Mayor DeWayne Briscoe said Thomas granted the extension because of the “voluminous” amount of material being subpoenaed.
“We are sending the forensic audit report itself and all of the report’s supporting documents,” he said.
The forensic audit report was presented to Briscoe and the City Council in an executive session on Aug. 24. It has not been released to the public, and the subpoena declared that the records sought “shall not be disclosed pursuant to a public records request during the pendency of the criminal investigation … absent an order from the court.” However, Briscoe said Thomas has given the city permission to release sections of the report to some current or former city employees.
“Personnel mentioned in the report will be given the sections of the report pertaining only to them,” Briscoe said. “These employees will have the opportunity to respond or appeal to any findings in the report. The council has recommended that I then take any necessary administrative actions, including disciplinary actions and/or terminations that are warranted by the findings of the report.”
Briscoe said he has already set aside time for the appeals and that the process should take two to three weeks. All that remains is for the proper sections of the report to be sent to the appropriate personnel.
Citing protection of government personnel under Idaho law, Briscoe declined to comment on whether any section of the report had been released to any current or former city employee.
Last week, Briscoe said that due to the appeals process and the subpoena, the report would probably not be released to the public for quite some time. However, on Tuesday he suggested that the subpoena would not shut down public access to the report.
“The Prosecutor’s Office has clarified that [the subpoena] language refers to records requests that the Prosecutor’s Office might receive,” he stated in an email to the Express. “The subpoena, alone, would not affect the city’s obligations under the public records laws, if there are any.”
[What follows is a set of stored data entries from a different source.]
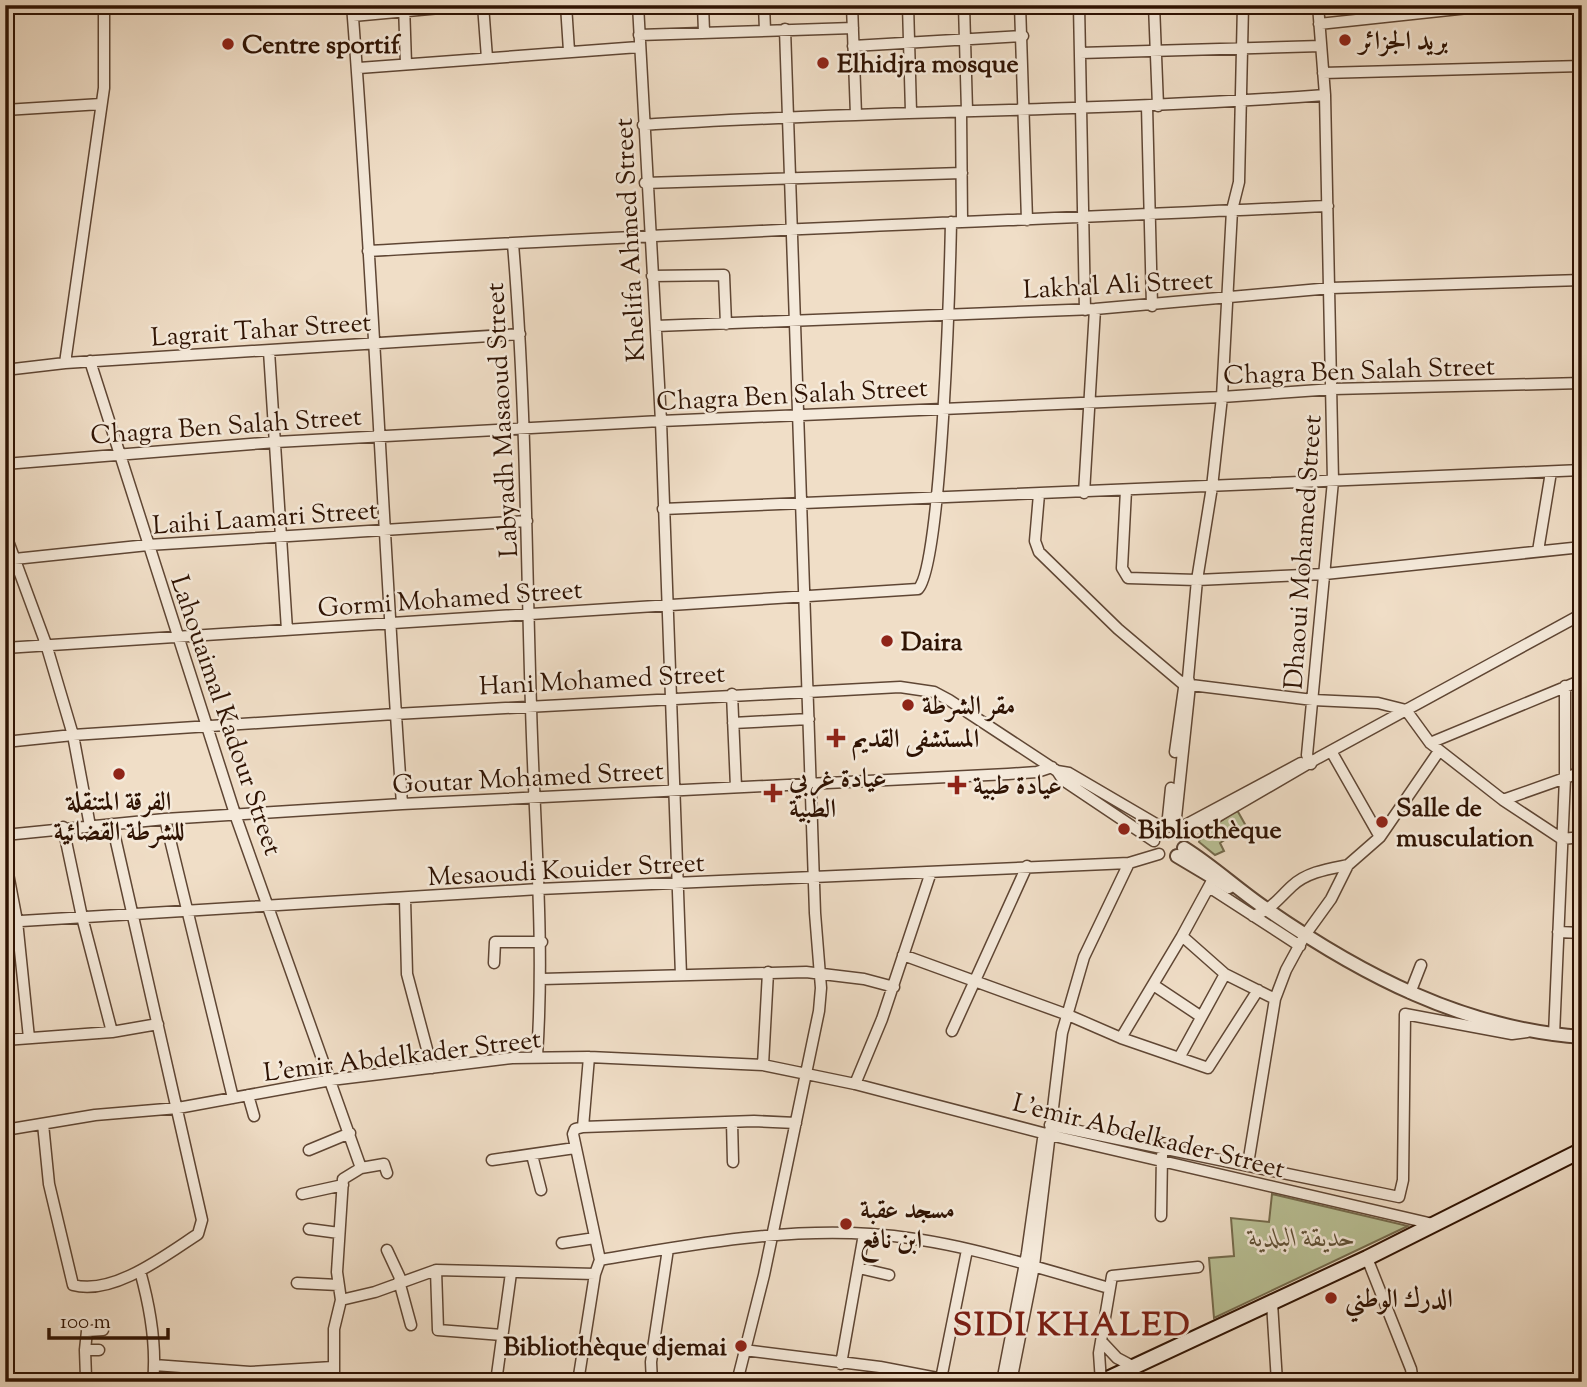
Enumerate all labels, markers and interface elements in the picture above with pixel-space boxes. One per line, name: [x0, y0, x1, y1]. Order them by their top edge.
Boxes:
place label: بريد الجزائر: [1356, 24, 1449, 61]
place label: Centre sportif: [242, 28, 402, 65]
marker: بريد الجزائر: [1337, 32, 1353, 48]
marker: Centre sportif: [220, 36, 236, 52]
place label: Elhidjra mosque: [837, 47, 1019, 84]
marker: Elhidjra mosque: [815, 55, 831, 71]
street label: Khelifa Ahmed Street: [607, 117, 656, 363]
street label: Lakhal Ali Street: [1022, 263, 1214, 310]
street label: Labyadh Masaoud Street: [478, 281, 529, 558]
street label: Lagrait Tahar Street: [150, 305, 373, 358]
street label: Chagra Ben Salah Street: [1223, 349, 1496, 396]
street label: Chagra Ben Salah Street: [655, 371, 929, 422]
street label: Chagra Ben Salah Street: [89, 400, 363, 455]
street label: Dhaoui Mohamed Street: [1276, 414, 1333, 691]
street label: Laihi Laamari Street: [151, 493, 379, 546]
street label: Lahouaimal Kadour Street: [159, 571, 290, 861]
street label: Gormi Mohamed Street: [317, 573, 584, 628]
place label: Daira: [901, 625, 963, 662]
marker: Daira: [879, 633, 895, 649]
street label: Hani Mohamed Street: [478, 657, 726, 706]
place label: مقر الشرطة: [922, 689, 1015, 726]
marker: مقر الشرطة: [900, 697, 916, 713]
place label: المستشفى القديم: [852, 722, 979, 761]
marker: المستشفى القديم: [826, 728, 846, 748]
street label: Goutar Mohamed Street: [391, 754, 665, 805]
place label: عيادة غربي الطبية: [788, 762, 887, 829]
marker: الفرقة المتنقلة للشرطة القضائية: [111, 766, 127, 782]
place label: عيادة طبية: [973, 769, 1062, 806]
marker: عيادة طبية: [947, 775, 967, 795]
marker: عيادة غربي الطبية: [763, 783, 783, 803]
place label: الفرقة المتنقلة للشرطة القضائية: [54, 785, 184, 852]
place label: Salle de musculation: [1396, 791, 1535, 858]
place label: Bibliothèque: [1138, 813, 1282, 850]
marker: Salle de musculation: [1374, 814, 1390, 830]
marker: Bibliothèque: [1116, 821, 1132, 837]
street label: Mesaoudi Kouider Street: [427, 846, 706, 897]
street label: L'emir Abdelkader Street: [261, 1022, 543, 1093]
street label: L'emir Abdelkader Street: [1008, 1086, 1289, 1189]
place label: مسجد عقبة ابن نافع: [860, 1193, 955, 1263]
marker: مسجد عقبة ابن نافع: [838, 1216, 854, 1232]
park label: حديقة البلدية: [1246, 1221, 1356, 1258]
place label: الدرك الوطني: [1345, 1282, 1453, 1323]
marker: الدرك الوطني: [1323, 1290, 1339, 1306]
scale bar: [49, 1296, 168, 1340]
district label: SIDI KHALED: [952, 1303, 1192, 1351]
text: 100 m: [60, 1308, 111, 1338]
place label: Bibliothèque djemai: [503, 1330, 728, 1367]
marker: Bibliothèque djemai: [733, 1338, 749, 1354]

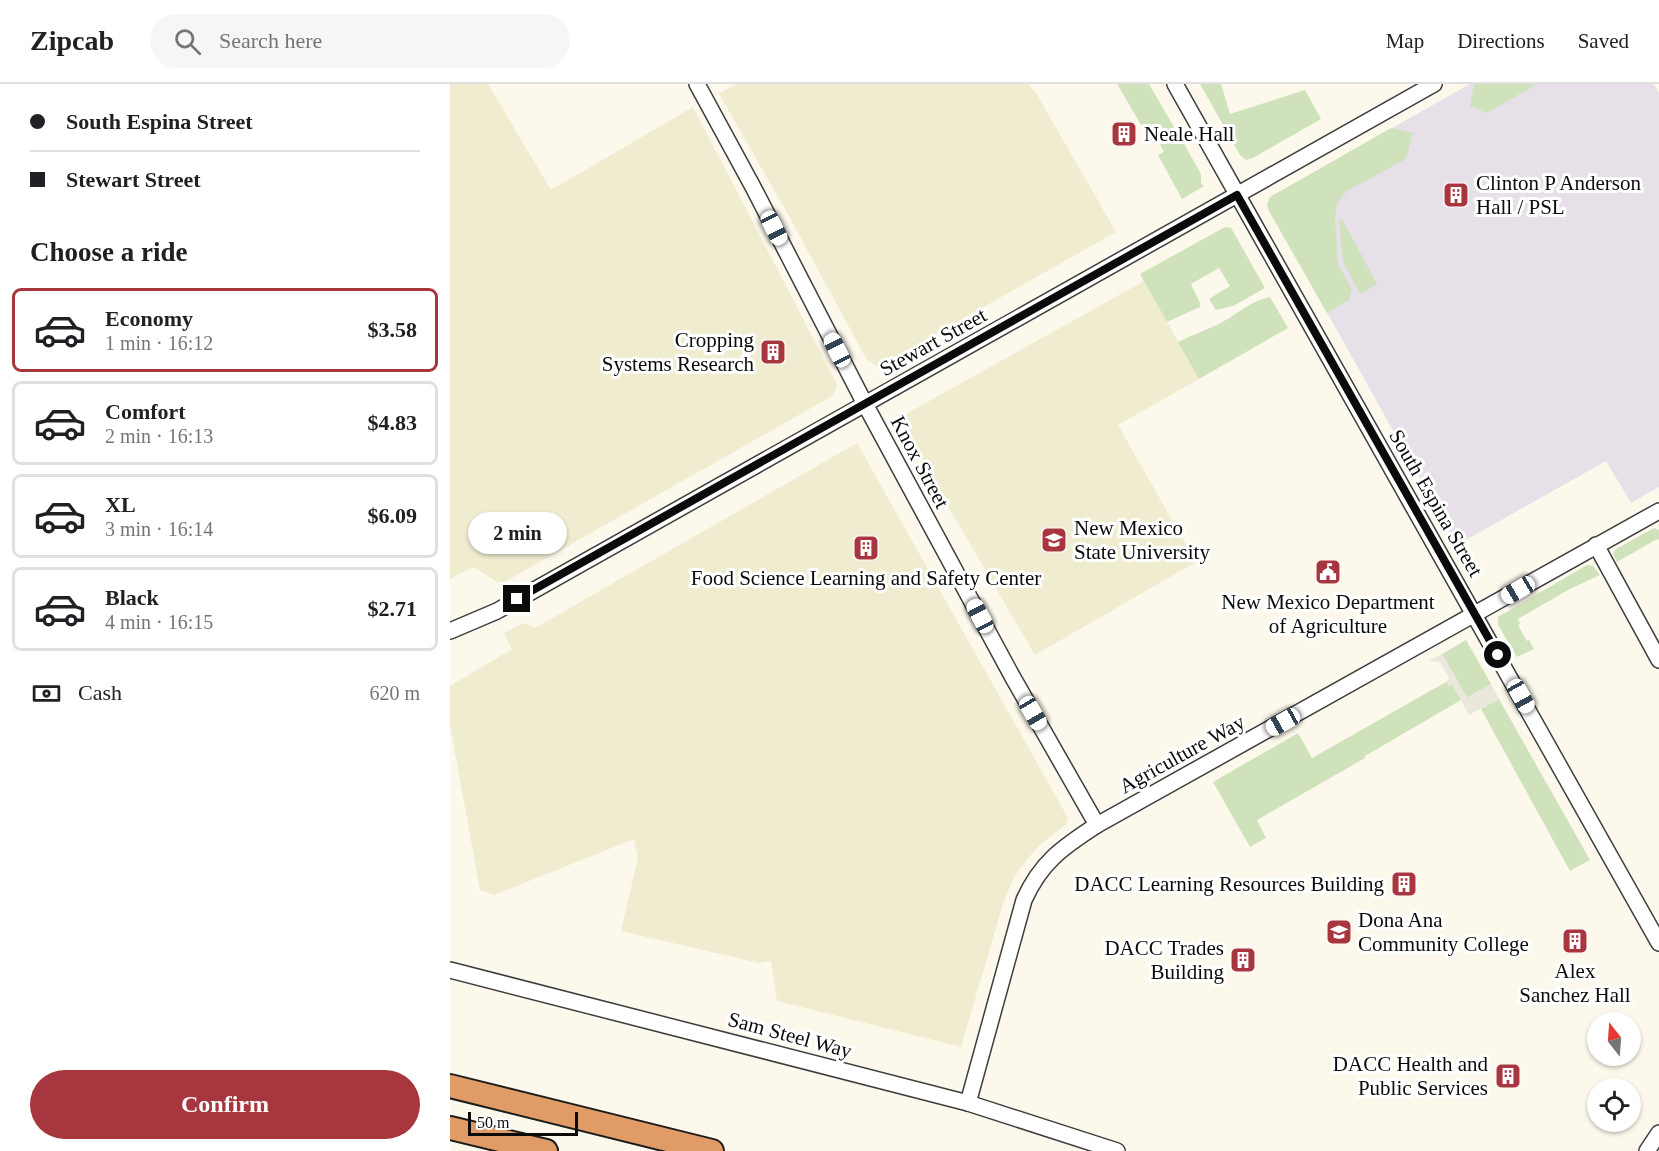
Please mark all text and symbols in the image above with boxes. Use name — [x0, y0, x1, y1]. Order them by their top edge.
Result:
search box — [150, 14, 570, 68]
text: Zipcab — [30, 25, 114, 56]
icon: search — [171, 25, 204, 58]
text: Search here — [219, 28, 322, 53]
text: Map — [1386, 29, 1424, 53]
text: Directions — [1457, 29, 1545, 53]
text: Saved — [1578, 29, 1629, 53]
text: South Espina Street — [66, 109, 253, 134]
building icon: Neale Hall — [1109, 119, 1139, 149]
place label: Neale Hall — [1144, 122, 1235, 146]
text: Stewart Street — [66, 167, 201, 192]
place label: Clinton P Anderson Hall / PSL — [1476, 171, 1641, 219]
building icon: Clinton P Anderson Hall / PSL — [1441, 180, 1471, 210]
car — [758, 208, 790, 248]
text: Choose a ride — [30, 237, 188, 267]
icon: car — [33, 303, 87, 357]
street label: Stewart Street — [875, 303, 991, 381]
text: Economy — [105, 306, 193, 331]
text: $3.58 — [368, 317, 417, 342]
place label: Cropping Systems Research — [602, 328, 754, 376]
car — [821, 330, 853, 370]
text: 1 min · 16:12 — [105, 332, 213, 354]
building icon: Cropping Systems Research — [758, 337, 788, 367]
icon: car — [33, 396, 87, 450]
text: Comfort — [105, 399, 186, 424]
text: $4.83 — [368, 410, 417, 435]
street label: Knox Street — [886, 412, 954, 512]
text: 2 min · 16:13 — [105, 425, 213, 447]
street label: South Espina Street — [1384, 425, 1488, 581]
icon: car — [33, 489, 87, 543]
text: XL — [105, 492, 136, 517]
text: $6.09 — [368, 503, 417, 528]
callout: 2 min — [467, 512, 566, 554]
place label: New Mexico State University — [1074, 516, 1210, 564]
text: 3 min · 16:14 — [105, 518, 213, 540]
text: 2 min — [493, 522, 542, 544]
school or university icon: New Mexico State University — [1039, 525, 1069, 555]
building icon: Food Science Learning and Safety Center — [851, 533, 881, 563]
public building icon: New Mexico Department of Agriculture — [1313, 557, 1343, 587]
place label: Food Science Learning and Safety Center — [691, 566, 1041, 590]
car — [1498, 573, 1538, 607]
icon: car — [33, 582, 87, 636]
text: Black — [105, 585, 159, 610]
route end — [503, 585, 530, 612]
place label: New Mexico Department of Agriculture — [1221, 590, 1435, 638]
text: $2.71 — [368, 596, 417, 621]
car — [964, 596, 996, 636]
text: 4 min · 16:15 — [105, 611, 213, 633]
route start — [1484, 641, 1511, 668]
car — [1504, 676, 1538, 716]
icon: cash — [30, 677, 63, 710]
text: Cash — [78, 680, 122, 705]
text: 620 m — [369, 682, 420, 704]
car — [1016, 693, 1050, 733]
car — [1263, 705, 1303, 739]
street label: Agriculture Way — [1115, 709, 1249, 798]
building icon: DACC Learning Resources Building — [1389, 869, 1419, 899]
place label: DACC Learning Resources Building — [1074, 872, 1384, 896]
place label: Dona Ana Community College — [1358, 908, 1529, 956]
school or university icon: Dona Ana Community College — [1324, 917, 1354, 947]
building icon: Alex Sanchez Hall — [1560, 926, 1590, 956]
place label: DACC Trades Building — [1104, 936, 1224, 984]
building icon: DACC Trades Building — [1228, 945, 1258, 975]
place label: Alex Sanchez Hall — [1519, 959, 1631, 1007]
street label: Sam Steel Way — [725, 1007, 855, 1063]
north arrow — [1587, 1012, 1641, 1066]
map controls — [1587, 1012, 1641, 1132]
place label: DACC Health and Public Services — [1333, 1052, 1488, 1100]
building icon: DACC Health and Public Services — [1493, 1061, 1523, 1091]
button: Confirm — [30, 1070, 420, 1139]
button: locate — [1587, 1078, 1641, 1132]
scale bar — [468, 1109, 578, 1136]
text: 50 m — [477, 1114, 509, 1131]

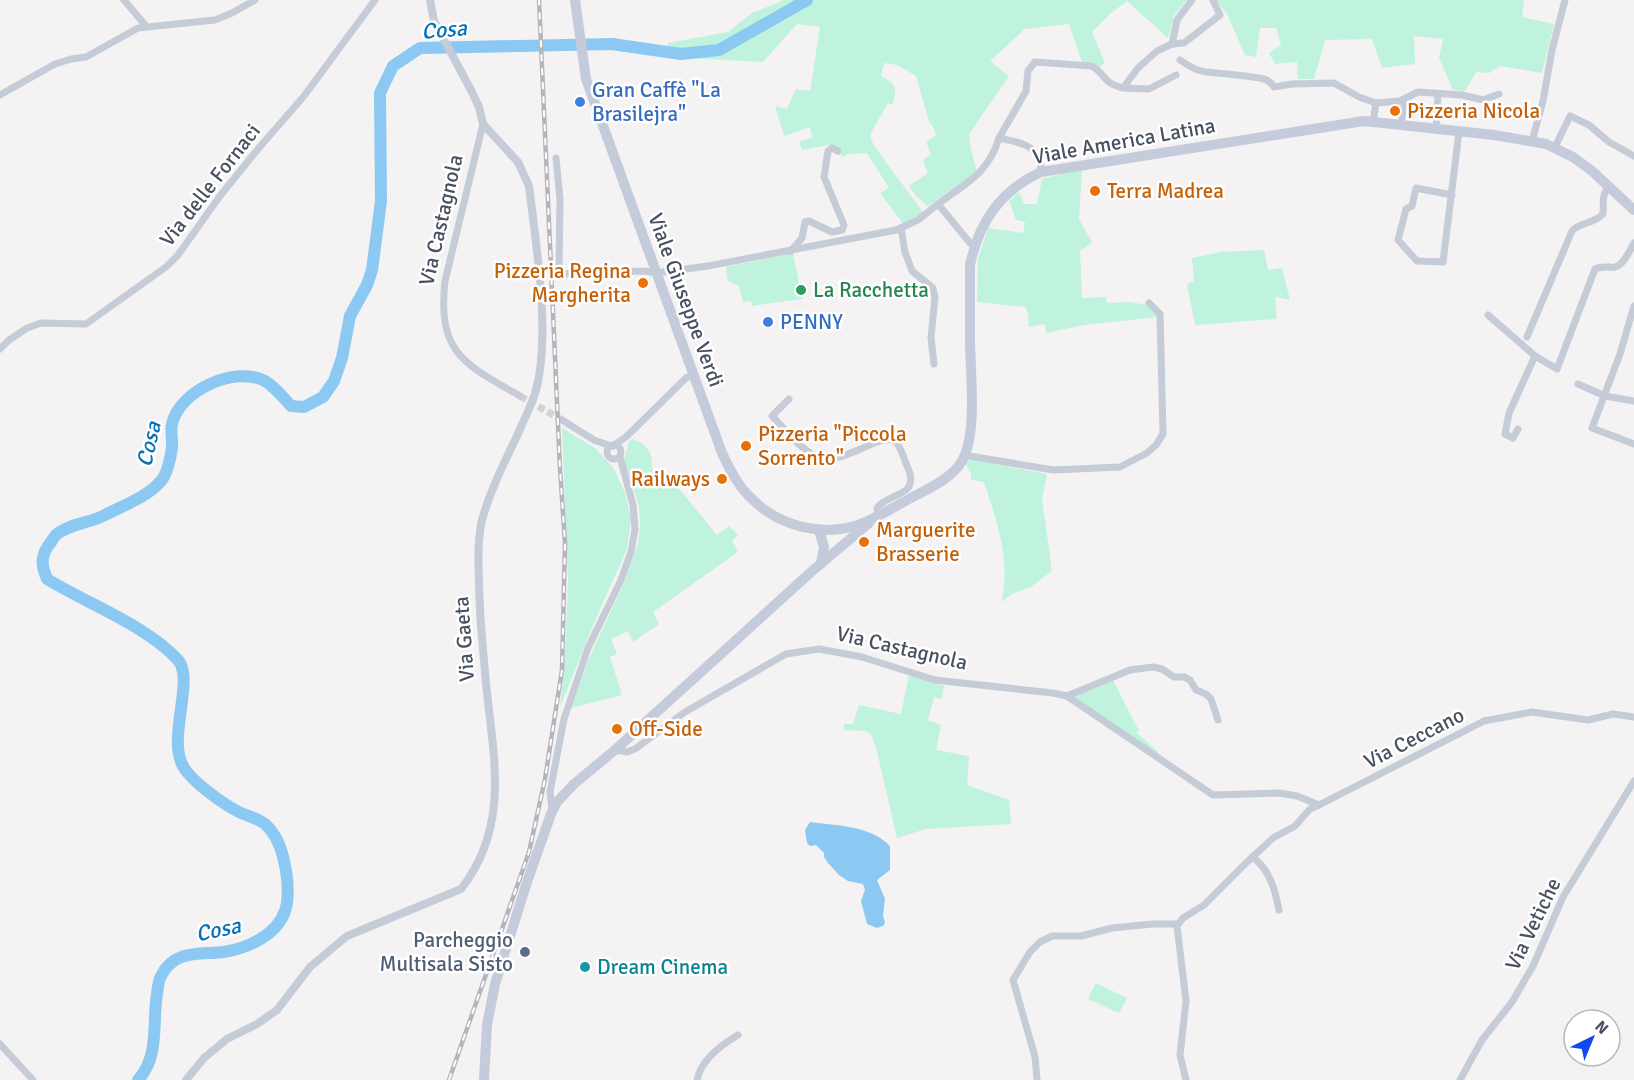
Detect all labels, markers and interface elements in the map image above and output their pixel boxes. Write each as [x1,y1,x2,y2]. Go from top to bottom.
water label: Cosa [420,14,469,45]
place label: Gran Caffè "La Brasilejra" [592,77,721,127]
marker: Gran Caffè "La Brasilejra" [573,95,587,109]
place label: Pizzeria Nicola [1407,98,1540,124]
marker: Pizzeria Nicola [1388,104,1402,118]
street label: Viale America Latina [1031,112,1217,170]
street label: Via delle Fornaci [154,118,266,252]
street label: Via Castagnola [413,152,469,288]
place label: Terra Madrea [1107,178,1224,204]
marker: Terra Madrea [1088,184,1102,198]
street label: Viale Giuseppe Verdi [642,210,730,390]
place label: Pizzeria Regina Margherita [494,258,631,308]
marker: Pizzeria Regina Margherita [636,276,650,290]
place label: La Racchetta [813,277,929,303]
marker: La Racchetta [794,283,808,297]
place label: PENNY [780,309,843,335]
marker: PENNY [761,315,775,329]
water label: Cosa [130,418,167,469]
place label: Pizzeria "Piccola Sorrento" [758,421,907,471]
marker: Pizzeria "Piccola Sorrento" [739,439,753,453]
place label: Railways [631,466,710,492]
marker: Railways [715,472,729,486]
place label: Marguerite Brasserie [876,517,976,567]
marker: Marguerite Brasserie [857,535,871,549]
street label: Via Gaeta [448,595,480,683]
street label: Via Castagnola [834,620,970,676]
street label: Via Ceccano [1360,702,1468,774]
place label: Off-Side [629,716,703,742]
marker: Off-Side [610,722,624,736]
street label: Via Vetiche [1499,874,1567,974]
water label: Cosa [193,911,244,947]
place label: Parcheggio Multisala Sisto [380,927,513,977]
marker: Parcheggio Multisala Sisto [518,945,532,959]
place label: Dream Cinema [597,954,728,980]
marker: Dream Cinema [578,960,592,974]
north arrow [1562,1008,1622,1068]
text: N [1591,1017,1612,1039]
In the email, Boise attorney and special legal counsel for the city Kirtlan Naylor clarified Briscoe’s point.
“Only when a specific public records request is received by the city can a determination be made as to what, if anything, can be disclosed,” Naylor stated.
The Express issued a public records request to Briscoe on Wednesday requesting release of the forensic audit report. As of press time Thursday, the city had not responded to the request. Under state law, the city has three working days to respond.